Les baux verts intègrent la durabilité dans le contrat de location – pour plus d’efficacité, de responsabilité sociale et des immeubles durables tournés vers l’avenir.


En bref

  • Les baux verts intègrent la durabilité dans le contrat de location et encouragent la responsabilité écologique, sociale et économique des deux parties.
  • Encore rares en Suisse, les baux verts peuvent devenir une solution gagnant-gagnant pour locataires et bailleurs grâce à des objectifs clairs, une transparence des données et une répartition des coûts.
  • La tendance évolue vers le « bail responsable », qui intègre également des aspects sociaux et de gouvernance – un changement potentiel majeur sur le marché.

Le « Green Lease » (ou bail vert) ancre des pratiques durables dans les baux commerciaux et favorise ainsi les facteurs environnementaux, sociaux et économiques pour les locataires et les propriétaires.
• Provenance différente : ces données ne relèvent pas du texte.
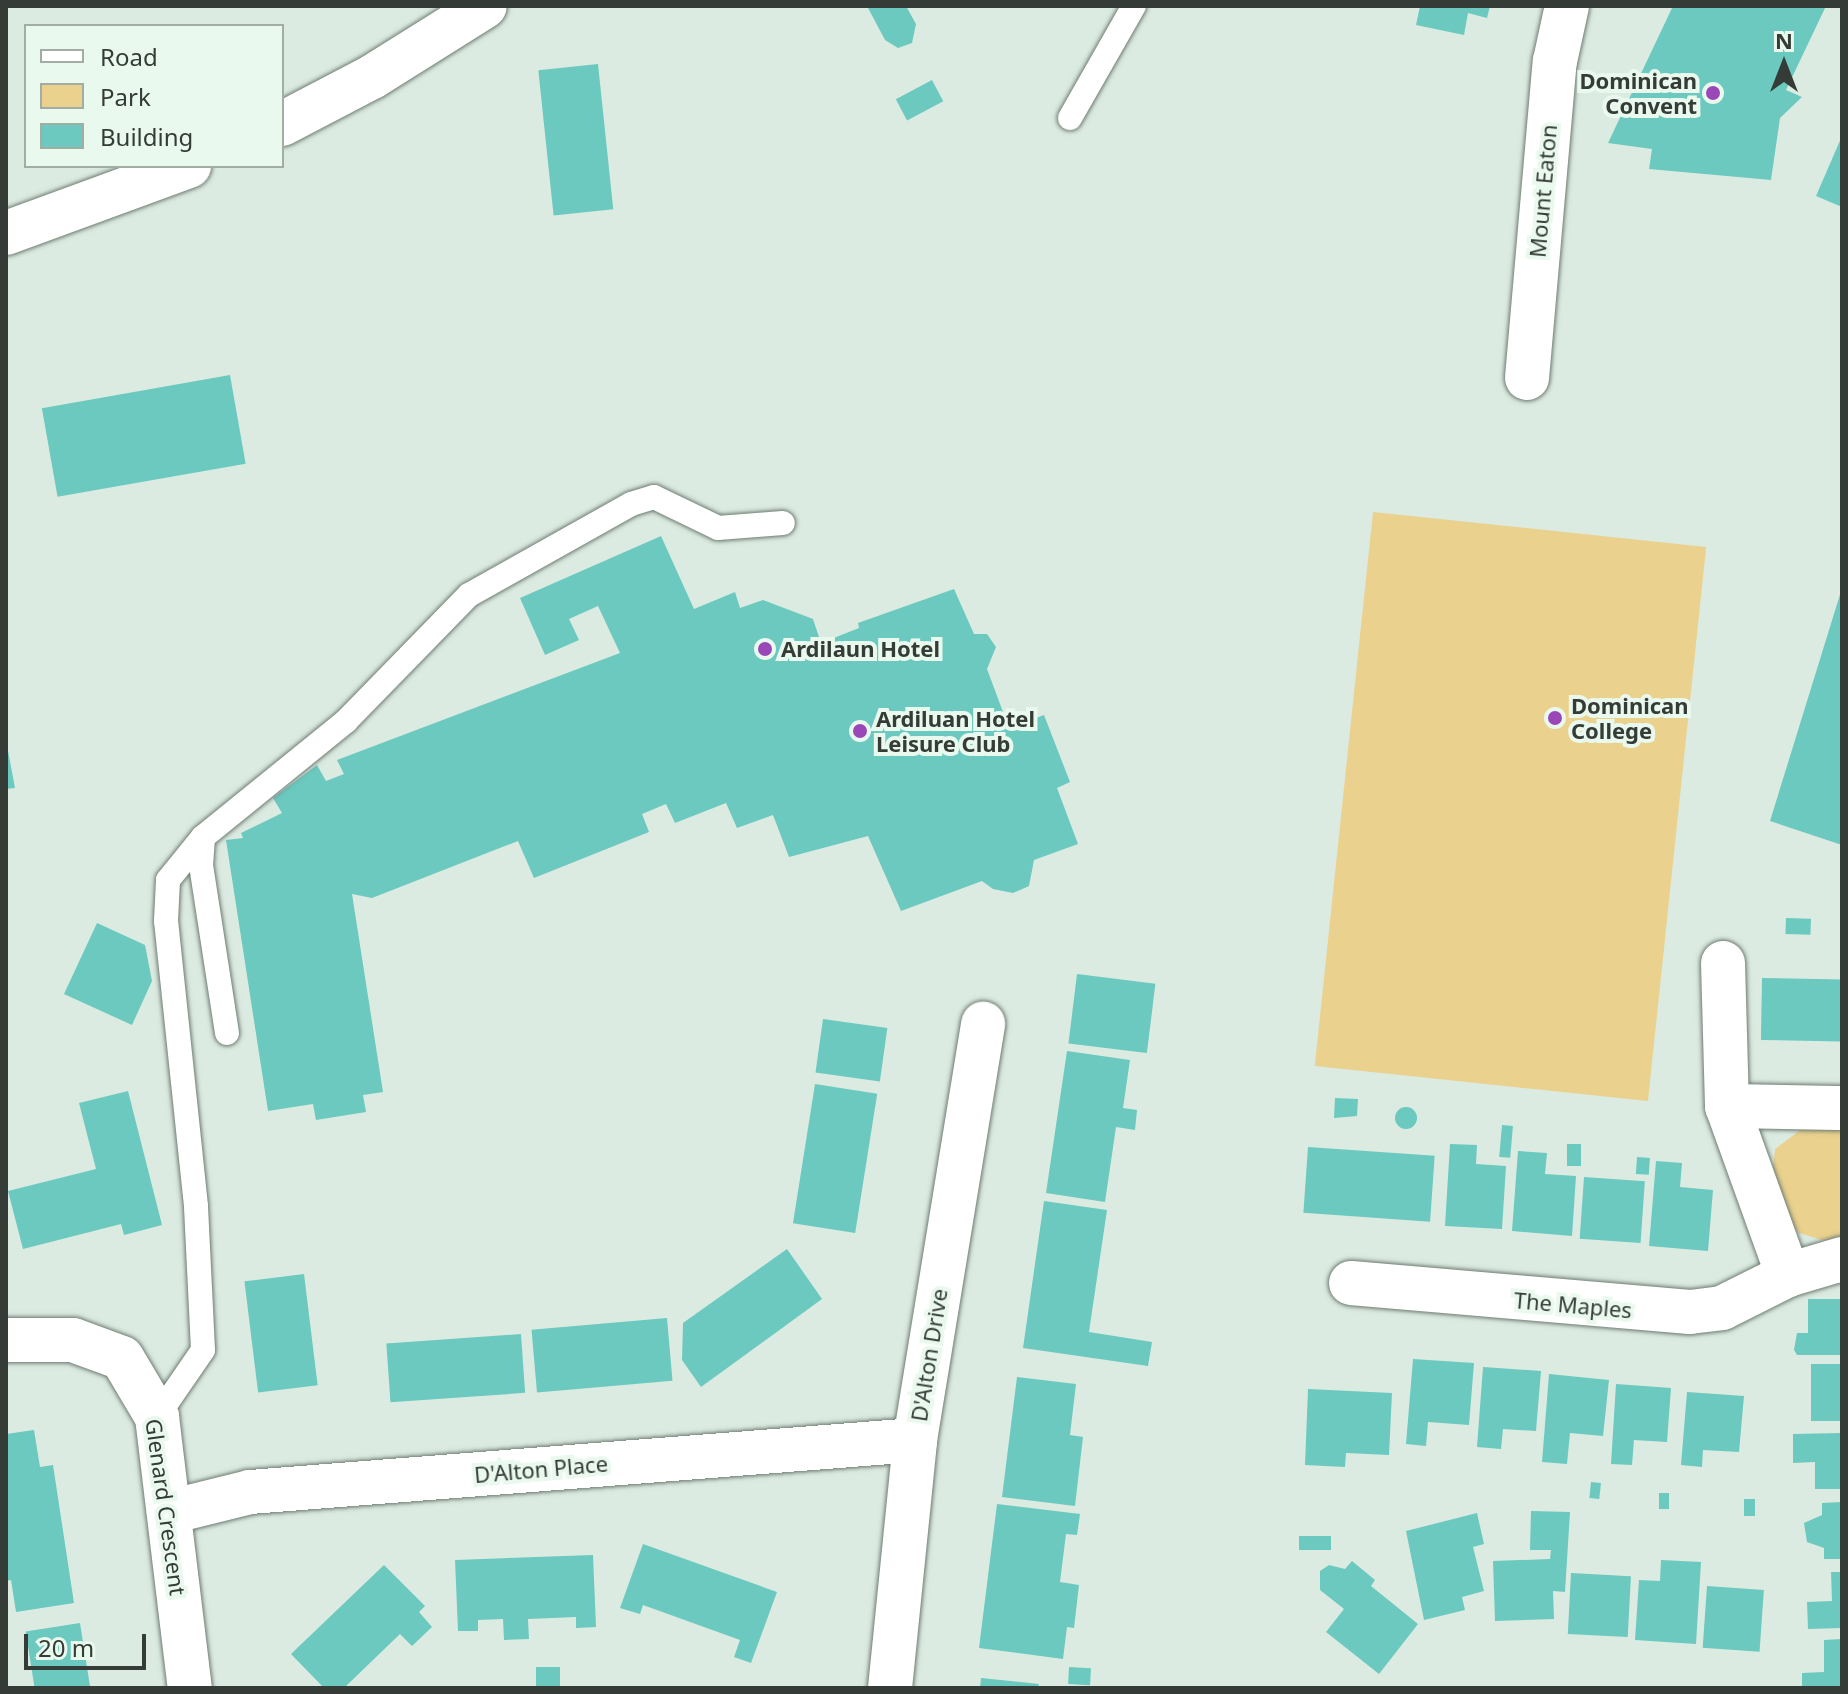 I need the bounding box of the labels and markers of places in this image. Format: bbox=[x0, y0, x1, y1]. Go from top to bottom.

Ces contrats sont un instrument essentiel pour répondre aux exigences croissantes en matière de durabilité, au-delà de l'efficacité énergétique.

La durabilité fait partie intégrante du secteur immobilier depuis de nombreuses années. L'une des raisons réside dans l'ambition des locataires et/ou des propriétaires : ils attachent de l'importance à la durabilité pour des raisons altruistes. La situation juridique est une autre incitation. Alors que la Confédération helvétique a choisi l'approche de la carotte avec la loi sur l'énergie (LEne) et la loi sur l'approvisionnement en électricité (LApEl) en encourageant spécifiquement les rénovations de bâtiments économes en énergie ou le photovoltaïque, elle préfère le bâton lorsqu’il s’agit des taxes sur le CO2. Plusieurs cantons ont déjà choisi d’interdire la pose de nouvelles installations alimentées par les énergies fossiles. Un autre facteur de durabilité est le rapport coûts-bénéfices positif pour les parties au bail : les bâtiments économes en énergie nécessitent généralement un investissement en capital plus important de la part des propriétaires, mais peuvent être proposés à un prix de location plus élevé. La réduction des coûts d'exploitation profite en effet principalement aux locataires.

Comme le montre une étude réalisée en 2023 par le cabinet de conseil immobilier international JLL1, la demande mondiale de bâtiments à énergie Net Zéro (net-zero energy buildings (NZEB) dépasse de loin l'offre. En Europe, Londres, Paris et Berlin, qui comptent au total 2,05 millions de mètres carrés de bâtiments adaptés, ne disposent même pas de la moitié de l'espace demandé. Aux États-Unis, la demande  se situe à 13 fois le niveau de l'offre.

Les dispositions contractuelles répondant au terme « Green Lease » constituent un instrument permettant d'ancrer les aspects liés à la durabilité dans les baux à loyer. Dans des pays comme le Royaume-Uni, les États-Unis et l'Australie, de telles clauses de bail sont courantes dans les baux commerciaux depuis près de 20 ans. En Suisse, les dispositions correspondantes sont beaucoup plus récentes et ne sont incluses qu'occasionnellement dans les baux commerciaux.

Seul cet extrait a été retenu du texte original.